Als Gropius 1938 in den USA der erste ausländische Leiter der Architekturabteilung an der Harvard-Universität wurde, kooperierte er mit Konrad Wachsmann und mit dem ehemaligen Bauhauskollegen Marcel Breuer. Mitte der 1940er Jahre gründete Gropius TAC: The Architects Collaborative. Es entstanden interessante Bauten, doch das architektonische Werk von Gropius erreichte nach seiner Bauhauszeit nicht mehr diese Stringenz und Bedeutung wie Projekte von Ludwig Mies van der Rohe oder Le Corbusier. Die zurückhaltende Wertung des Architekten Gropius liegt aber auch daran, dass er aufgrund seiner theoretischen Texten als ‚Funktionalist’ wahrgenommen wurde, sowohl von der wohlwollend als auch der kritisch eingestellten Fachwelt. Bauen war für Gropius eine eminent soziale Aufgabe. Es ging um bessere Lebensverhältnisse für alle. Walter Gropius‘ Texte setzten unterschiedliche Schwerpunkte im Spannungsfeld zwischen ‚Wohnorganismus’ und ‚Wohnmaschine’. Er arbeitete mit den Begriffen ‚Funktion’; ‚Zweck’; ‚Wesen’; auch mit ‚Vorgang’. Das sowohl, wenn er nach Lösungen für die wissenschaftliche Planbarkeit und Organisation des Baustellenbetriebs suchte, als auch, wenn er die Gebrauchsqualitäten des Wohnhauses analysierte, also die ‚die Funktionen des Wohnens, Schlafens, Badens, Kochens, Essens’. Nur, das ist eben nicht alles.
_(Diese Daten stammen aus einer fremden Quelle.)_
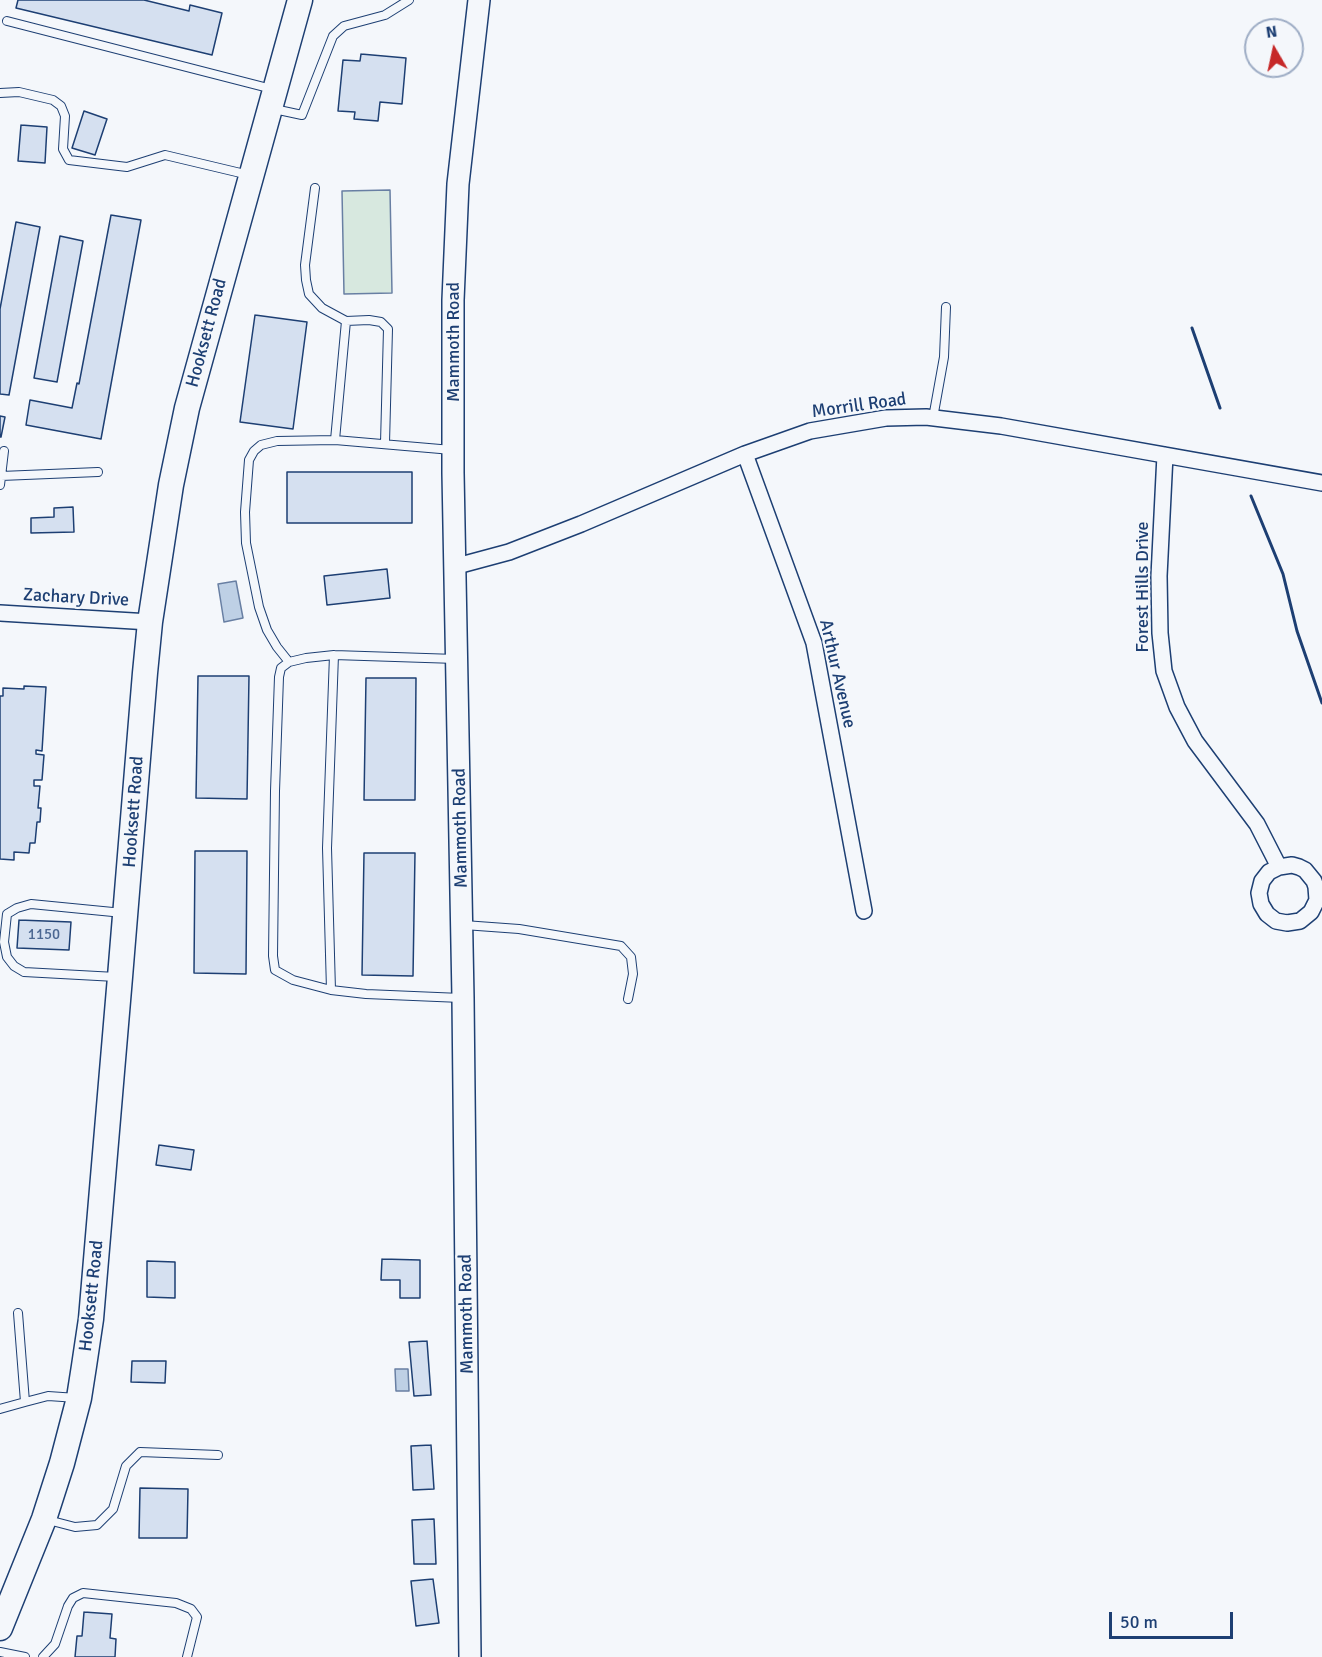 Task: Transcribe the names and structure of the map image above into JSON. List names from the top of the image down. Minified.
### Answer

Zwar gliederte er das Haus als Organismus zunächst nach den Funktionen, die die inneren Vorgänge verdeutlichen. Ihre Abstimmung untereinander war aber nicht vorrangig von bautechnischen und -ökonomischen Fragen bestimmt: „Architektur“, so Gropius 1930, „erschöpft sich nicht in Zweckerfüllung, es sei denn, dass wir unsere psychischen Bedürfnisse nach harmonischem Raum, nach Wohlklang und Maß der Glieder, die den Raum erst lebendig wahrnehmbar machen, als Zwecke höherer Ordnung betrachten.“

Die Zeit seiner Lehre und seiner Vorträge war bestimmend für ganze Generationen von Architekten. 1957 baute er wieder in Berlin, hier einen Wohnblock für das Hansaviertel, zur Internationalen Bau-Ausstellung. Zu dieser Zeit fuhr eine Gondelbahn in luftiger Höhe durch das Hansaviertel um diese völlig neu gestalteten Bauten zu bewundern. In der Zeit von 1958-61 baute er die US-Botschaft in Athen und die Oheb-Shalom-Synagoge mit Gemeindezentrum in den USA.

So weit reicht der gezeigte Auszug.